Many of the national programs begun since the Beijing Platform focus on increasing women's employment opportunities, ensuring social safety nets, and improving training and education. Some countries instituted minimum wage laws, affecting the poor women who make up the majority of low-income workers. In Portugal, for example, 69% of the people who benefited from the country's minimum wage in 2003 were poor women, according to the UN report. Other countries created lines of credit, loans, and other incentives for self-employment and entrepreneurship. In 2002 Vietnam's program granted loans to more than 20% of poor households headed by women. Some developing countries—including Liberia, Namibia, Zimbabwe, and the Dominican Republic—have changed their laws on inheritance and land ownership to include women.

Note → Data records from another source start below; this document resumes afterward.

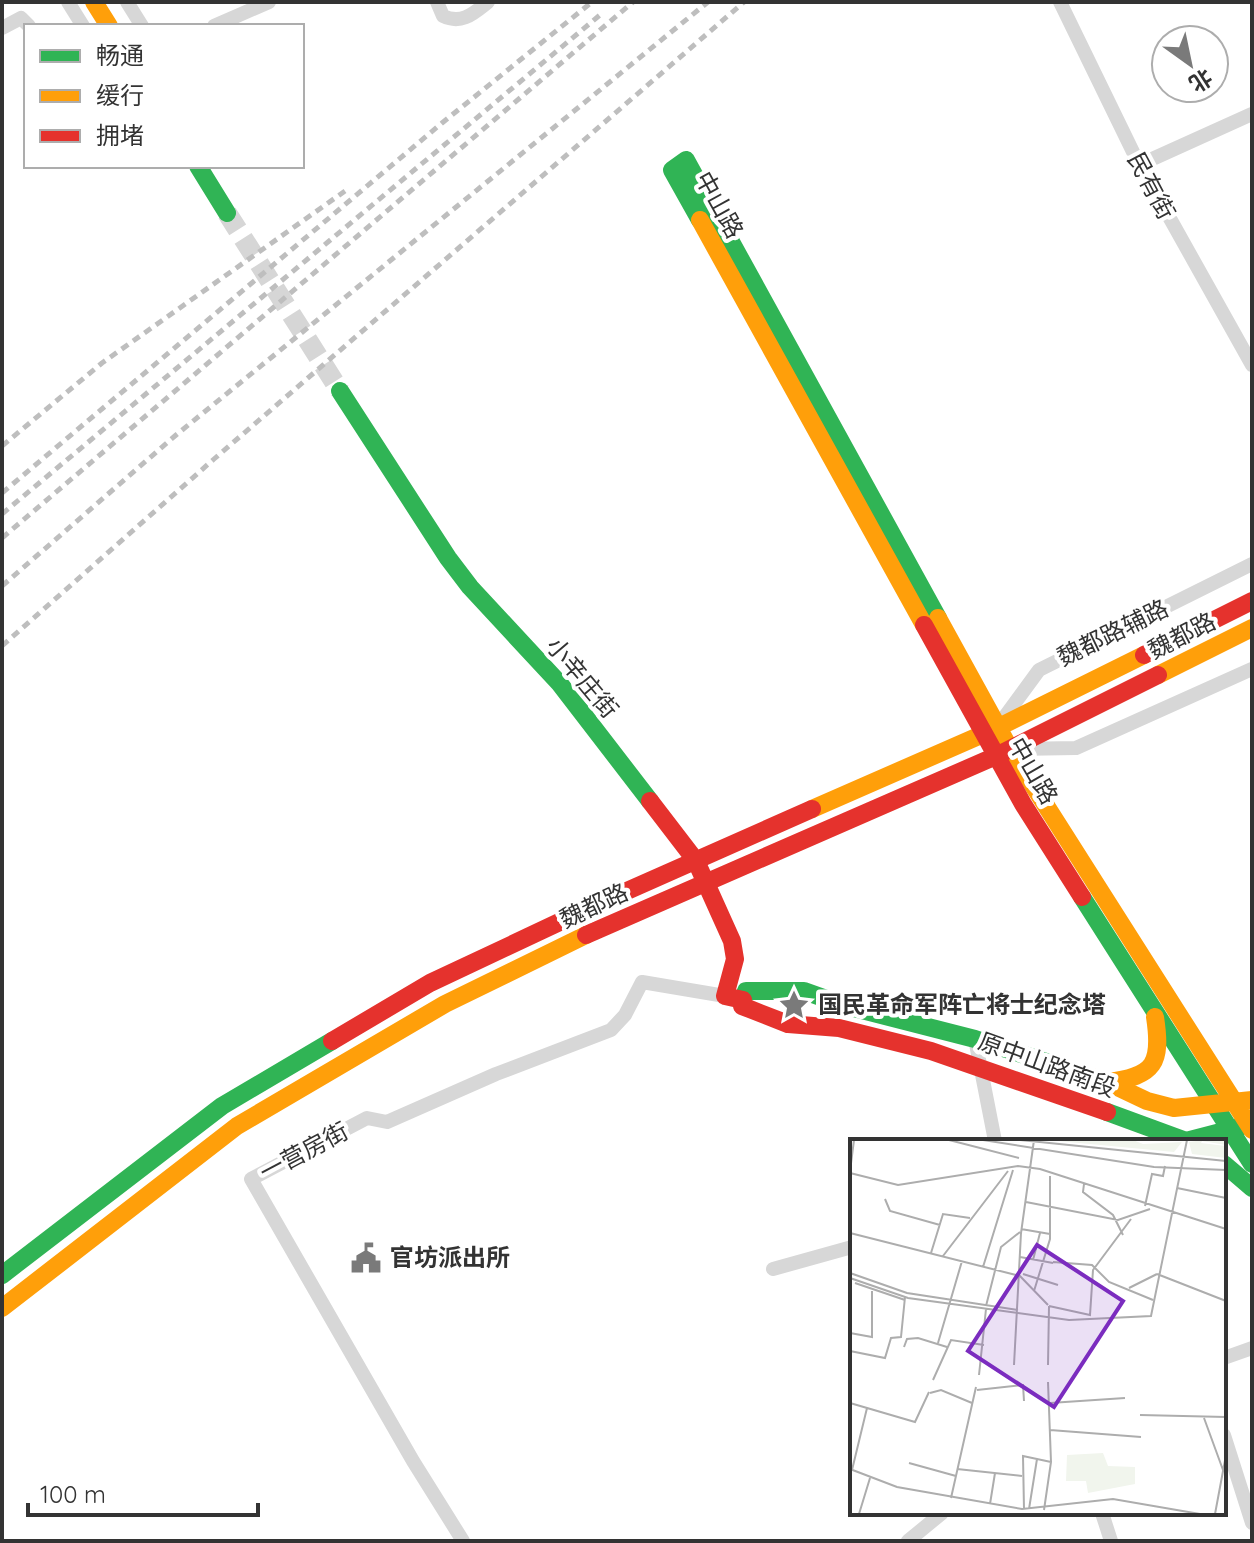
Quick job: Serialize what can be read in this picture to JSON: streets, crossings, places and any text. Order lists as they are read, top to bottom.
{
  "streets": {
    "main road": [
      "中山路",
      "魏都路",
      "小辛庄街",
      "原中山路南段"
    ],
    "street": ["民有街", "魏都路辅路", "一营房街"]
  },
  "crossings": [
    ["中山路", "魏都路辅路"],
    ["中山路", "魏都路"],
    ["中山路", "原中山路南段"],
    ["魏都路辅路", "魏都路"],
    ["魏都路", "小辛庄街"],
    ["小辛庄街", "原中山路南段"],
    ["小辛庄街", "一营房街"],
    ["原中山路南段", "一营房街"]
  ],
  "places": {
    "place": ["国民革命军阵亡将士纪念塔"],
    "public building": ["官坊派出所"]
  },
  "legend": ["畅通", "缓行", "拥堵"],
  "scale_bar": "100 m",
  "north": "bottom right"
}
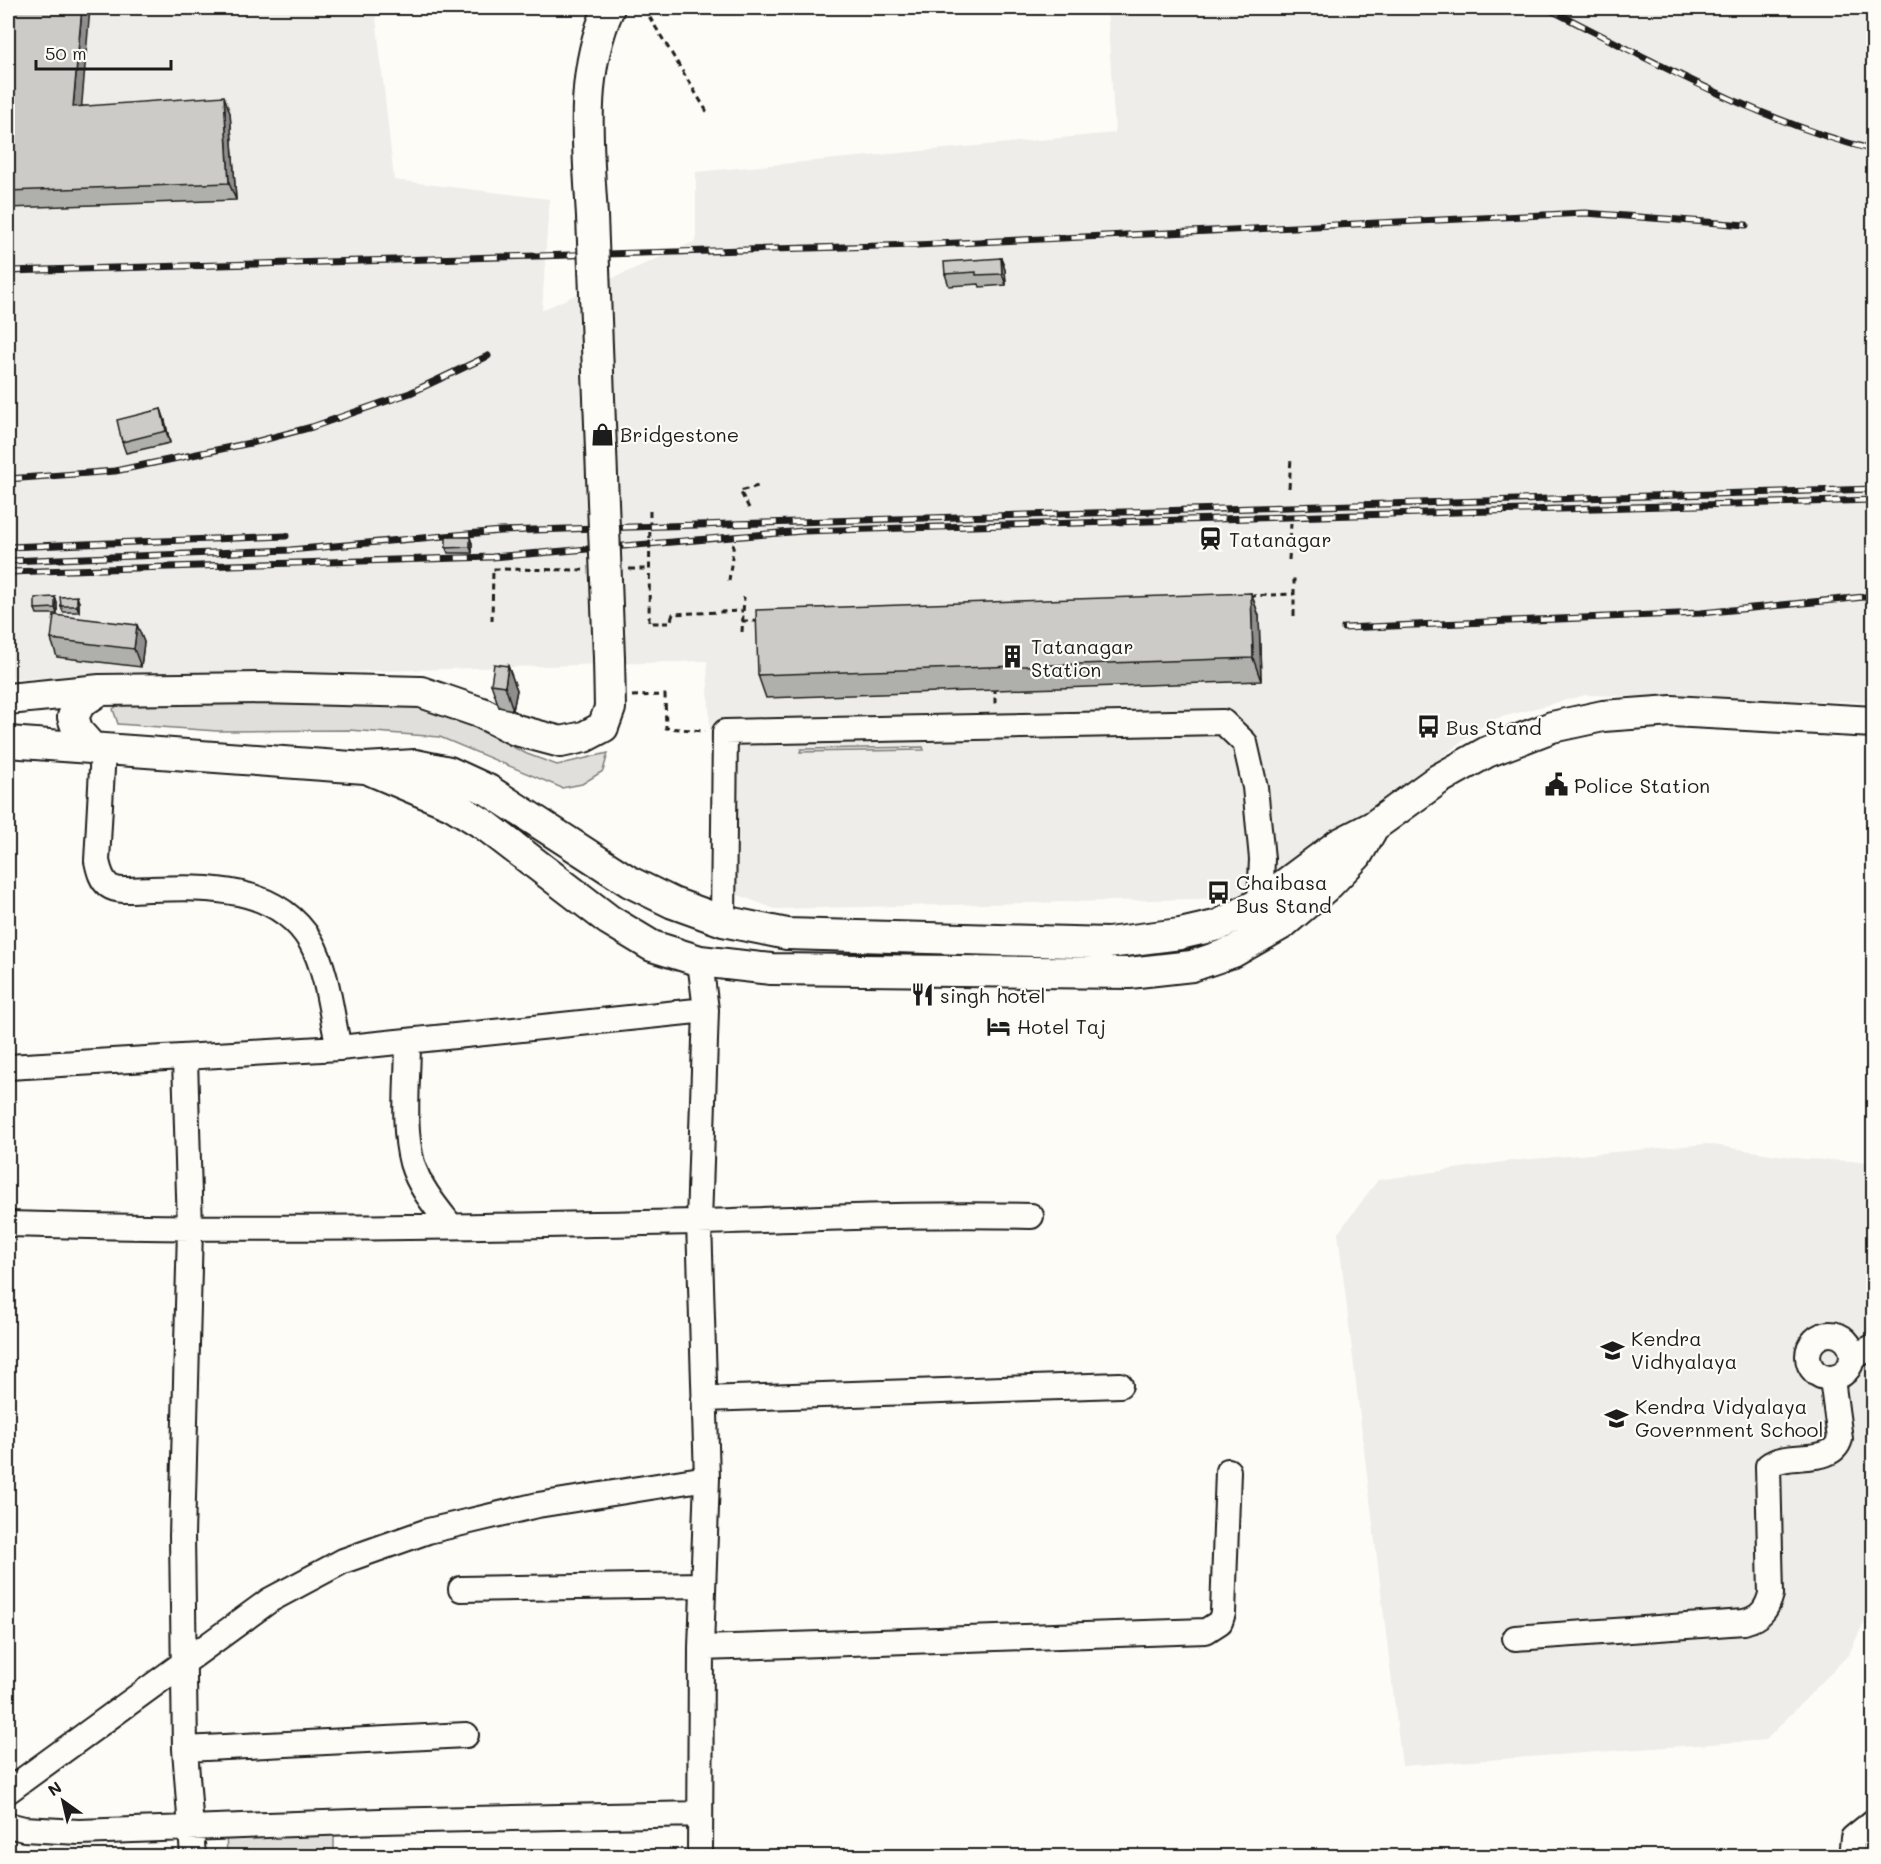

However, implementation of programs consistent with the goals of the Beijing Platform has not been uniform throughout the world. In Beijing Betrayed: Women Worldwide Report That Governments Have Failed to Turn the Platform into Action (Women's Environment and Development Organization [WEDO], March 2005, http://www.wedo.org/files/beijingbetrayed.htm), organizations from 150 countries reported on actions taken—or not taken—since 1995.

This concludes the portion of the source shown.